===== Data to use

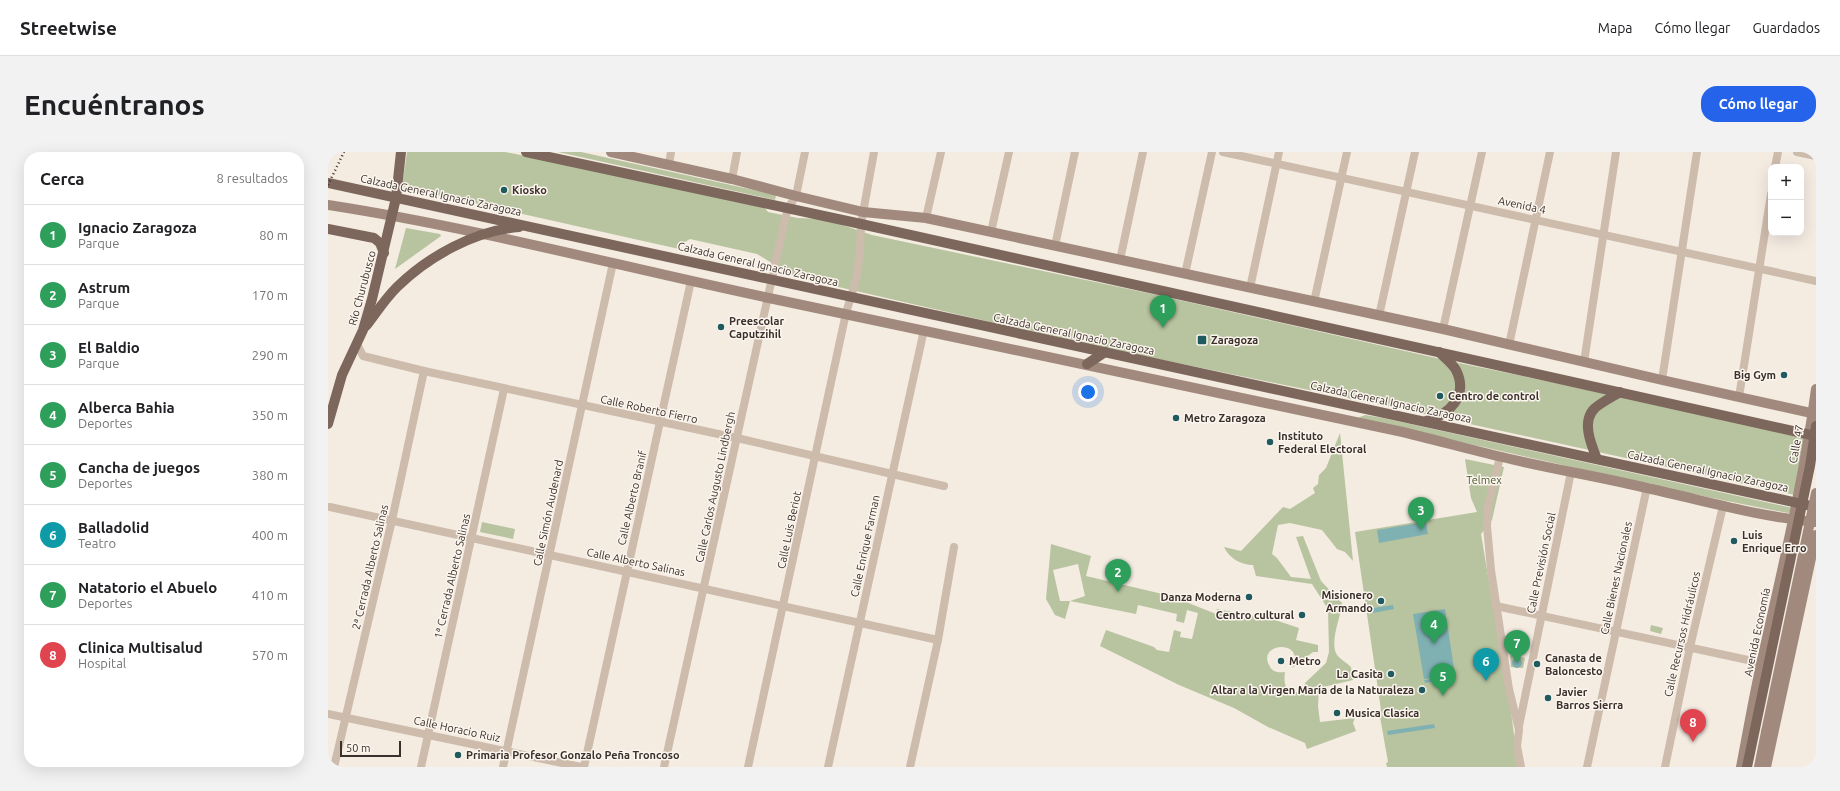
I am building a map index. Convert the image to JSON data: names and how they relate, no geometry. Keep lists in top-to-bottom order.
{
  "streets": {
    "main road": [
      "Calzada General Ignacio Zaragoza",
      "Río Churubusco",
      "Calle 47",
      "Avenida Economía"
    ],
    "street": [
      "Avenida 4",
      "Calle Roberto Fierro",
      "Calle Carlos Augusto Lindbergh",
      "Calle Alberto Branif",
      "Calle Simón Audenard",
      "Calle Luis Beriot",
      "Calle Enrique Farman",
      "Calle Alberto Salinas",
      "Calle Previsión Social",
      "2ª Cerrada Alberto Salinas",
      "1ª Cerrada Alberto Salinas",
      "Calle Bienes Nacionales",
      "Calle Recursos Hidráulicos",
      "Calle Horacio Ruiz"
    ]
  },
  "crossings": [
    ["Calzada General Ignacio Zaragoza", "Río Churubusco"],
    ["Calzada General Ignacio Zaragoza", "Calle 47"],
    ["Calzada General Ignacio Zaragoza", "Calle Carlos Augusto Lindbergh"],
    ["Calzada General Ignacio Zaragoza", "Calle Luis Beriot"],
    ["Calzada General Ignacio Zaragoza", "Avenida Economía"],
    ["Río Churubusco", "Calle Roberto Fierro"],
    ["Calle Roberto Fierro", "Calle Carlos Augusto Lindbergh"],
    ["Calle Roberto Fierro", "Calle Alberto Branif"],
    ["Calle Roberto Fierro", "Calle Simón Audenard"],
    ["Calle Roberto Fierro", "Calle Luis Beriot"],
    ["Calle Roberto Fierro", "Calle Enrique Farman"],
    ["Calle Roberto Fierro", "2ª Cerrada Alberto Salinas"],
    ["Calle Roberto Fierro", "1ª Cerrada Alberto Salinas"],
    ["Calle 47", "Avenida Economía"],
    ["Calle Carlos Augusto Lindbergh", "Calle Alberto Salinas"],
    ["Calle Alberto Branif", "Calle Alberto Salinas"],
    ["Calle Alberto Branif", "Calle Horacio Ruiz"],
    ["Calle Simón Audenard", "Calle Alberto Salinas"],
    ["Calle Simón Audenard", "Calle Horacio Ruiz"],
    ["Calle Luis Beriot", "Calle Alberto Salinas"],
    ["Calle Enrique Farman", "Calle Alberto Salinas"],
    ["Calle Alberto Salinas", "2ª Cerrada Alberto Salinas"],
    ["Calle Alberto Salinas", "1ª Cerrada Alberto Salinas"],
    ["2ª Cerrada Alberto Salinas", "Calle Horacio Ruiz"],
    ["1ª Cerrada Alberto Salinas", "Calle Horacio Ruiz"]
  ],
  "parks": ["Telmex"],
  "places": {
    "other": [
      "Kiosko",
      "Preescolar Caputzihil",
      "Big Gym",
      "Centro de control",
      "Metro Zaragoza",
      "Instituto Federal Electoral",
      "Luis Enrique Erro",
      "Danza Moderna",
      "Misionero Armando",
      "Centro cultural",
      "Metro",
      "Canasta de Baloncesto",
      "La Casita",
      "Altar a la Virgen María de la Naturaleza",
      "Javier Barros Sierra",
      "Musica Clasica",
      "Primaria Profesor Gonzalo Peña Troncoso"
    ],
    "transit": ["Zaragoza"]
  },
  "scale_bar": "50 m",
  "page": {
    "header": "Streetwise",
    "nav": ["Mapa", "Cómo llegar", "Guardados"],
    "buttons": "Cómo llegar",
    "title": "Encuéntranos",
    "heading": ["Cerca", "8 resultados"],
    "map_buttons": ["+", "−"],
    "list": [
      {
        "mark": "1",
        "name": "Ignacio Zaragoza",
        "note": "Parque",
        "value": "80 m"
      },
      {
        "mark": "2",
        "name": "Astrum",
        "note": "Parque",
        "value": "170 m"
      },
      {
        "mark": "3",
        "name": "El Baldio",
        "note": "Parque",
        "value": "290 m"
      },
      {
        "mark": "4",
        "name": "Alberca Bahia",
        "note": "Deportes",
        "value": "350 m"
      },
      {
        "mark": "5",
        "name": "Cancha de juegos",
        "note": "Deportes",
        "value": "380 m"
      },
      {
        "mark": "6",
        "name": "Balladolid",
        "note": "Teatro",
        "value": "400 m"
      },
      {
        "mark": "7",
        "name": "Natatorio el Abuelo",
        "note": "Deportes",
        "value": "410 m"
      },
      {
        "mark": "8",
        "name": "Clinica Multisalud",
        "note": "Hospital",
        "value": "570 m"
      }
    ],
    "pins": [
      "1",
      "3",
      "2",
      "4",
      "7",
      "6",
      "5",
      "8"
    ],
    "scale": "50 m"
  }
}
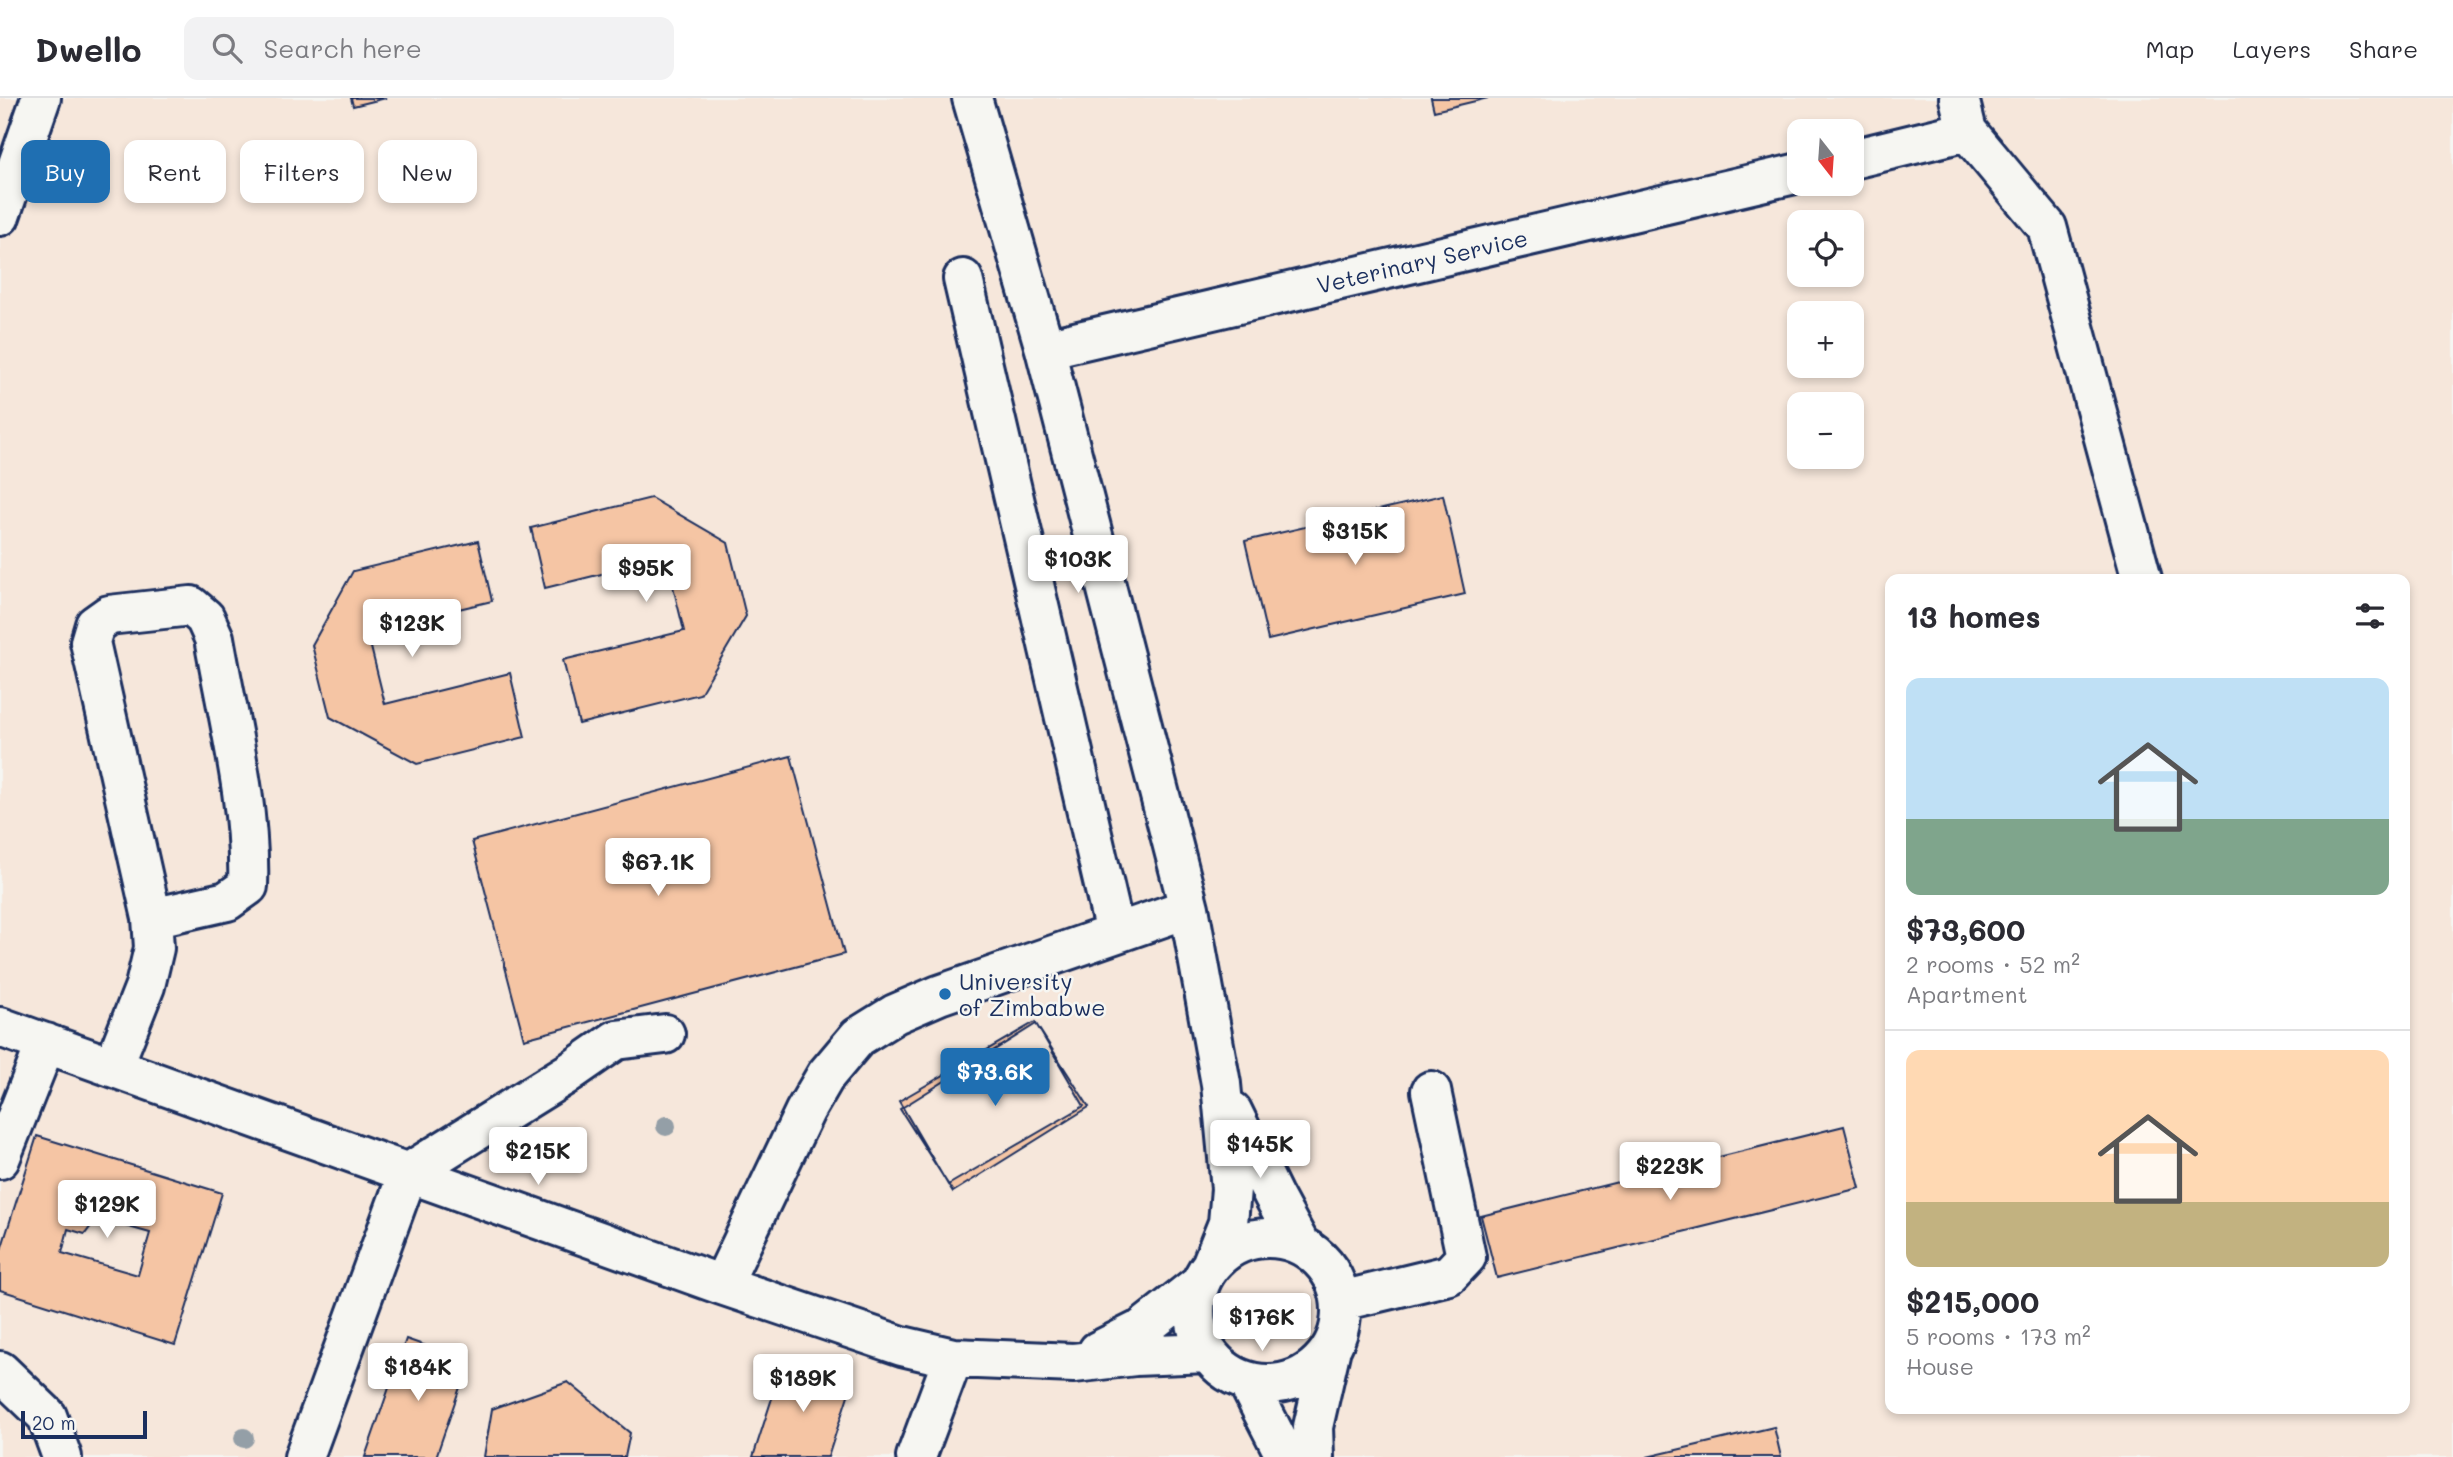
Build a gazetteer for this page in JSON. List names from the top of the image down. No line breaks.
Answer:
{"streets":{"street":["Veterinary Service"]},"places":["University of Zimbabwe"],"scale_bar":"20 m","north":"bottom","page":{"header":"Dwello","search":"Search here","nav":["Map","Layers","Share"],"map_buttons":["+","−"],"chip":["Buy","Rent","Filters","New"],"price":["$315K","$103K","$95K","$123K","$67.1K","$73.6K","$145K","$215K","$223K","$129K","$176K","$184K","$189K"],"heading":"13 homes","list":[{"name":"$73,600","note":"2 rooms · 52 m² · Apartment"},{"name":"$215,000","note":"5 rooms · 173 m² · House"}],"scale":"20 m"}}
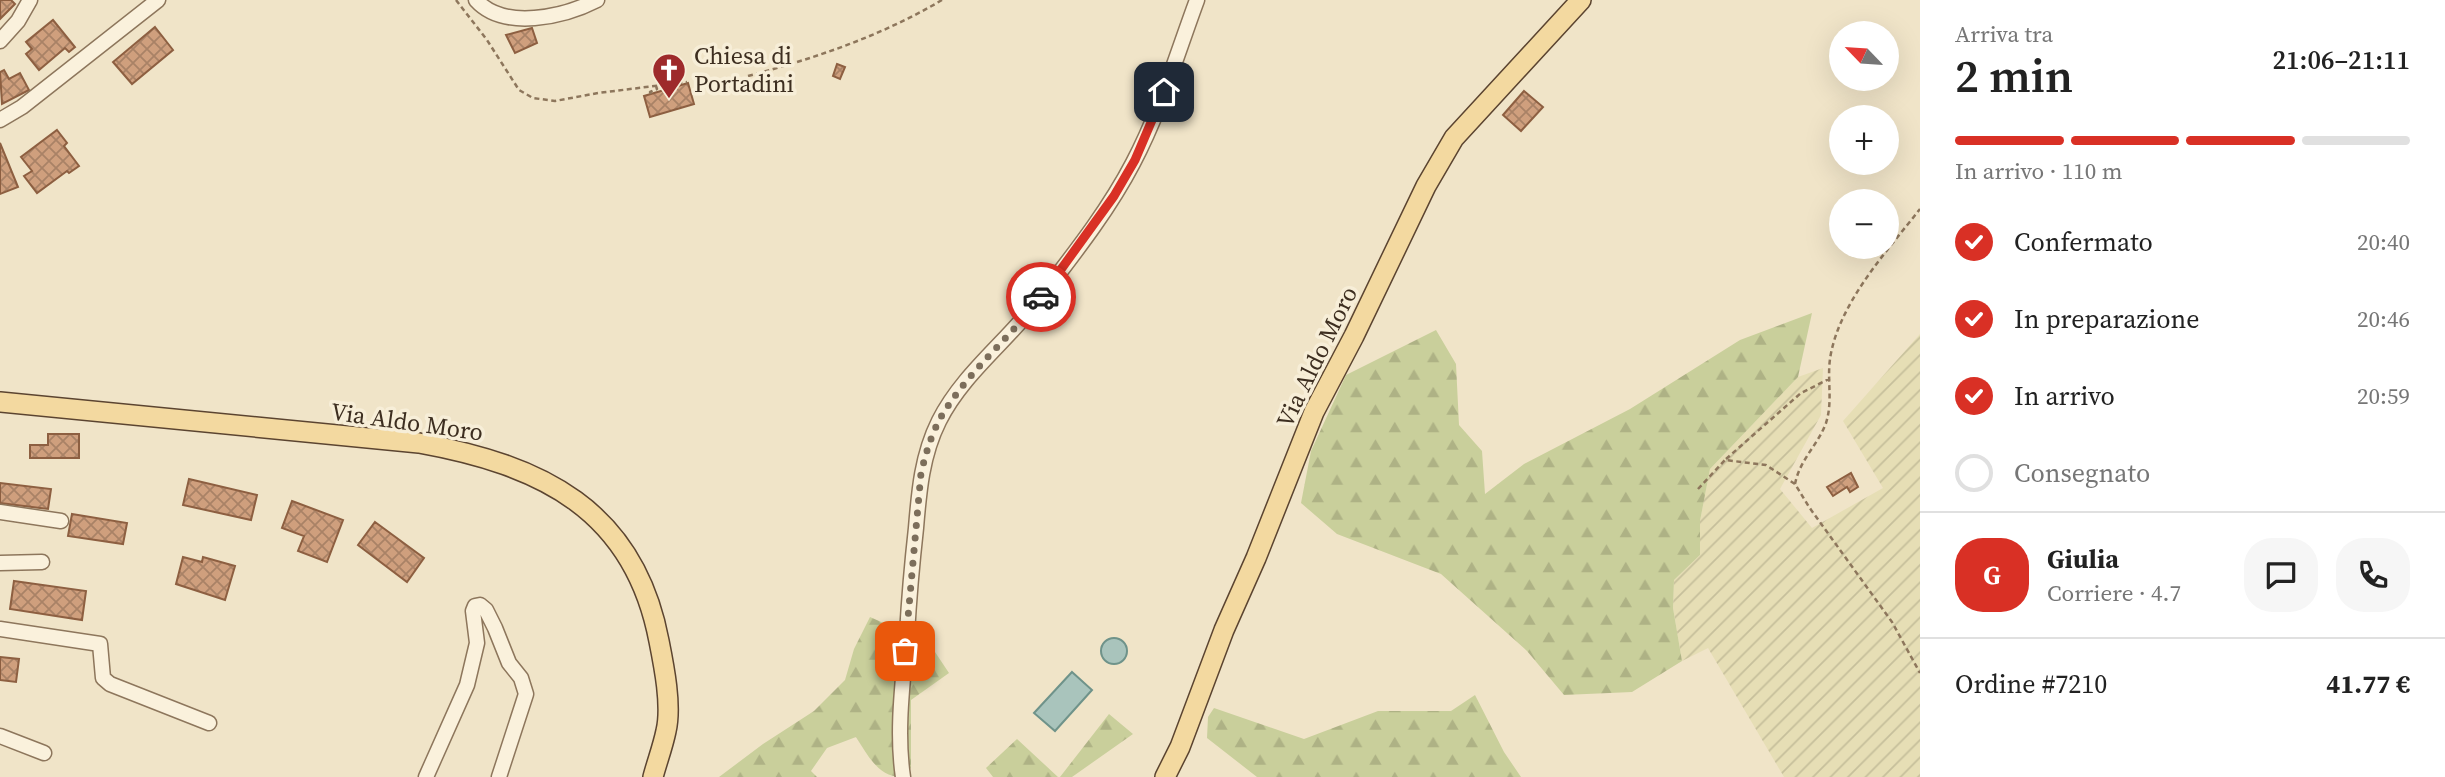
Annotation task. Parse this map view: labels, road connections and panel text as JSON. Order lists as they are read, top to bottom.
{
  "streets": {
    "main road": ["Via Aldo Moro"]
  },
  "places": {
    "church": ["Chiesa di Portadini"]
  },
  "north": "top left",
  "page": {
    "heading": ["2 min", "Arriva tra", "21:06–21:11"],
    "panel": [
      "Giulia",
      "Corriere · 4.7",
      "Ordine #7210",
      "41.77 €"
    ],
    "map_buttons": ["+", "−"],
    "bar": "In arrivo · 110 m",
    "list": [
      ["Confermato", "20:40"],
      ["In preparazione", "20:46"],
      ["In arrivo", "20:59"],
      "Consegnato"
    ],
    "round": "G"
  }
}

==========

* _What is needed_: Within the records, on how many lines does the word "Luis" appear? Provide the number alone.

* _Output below_: 5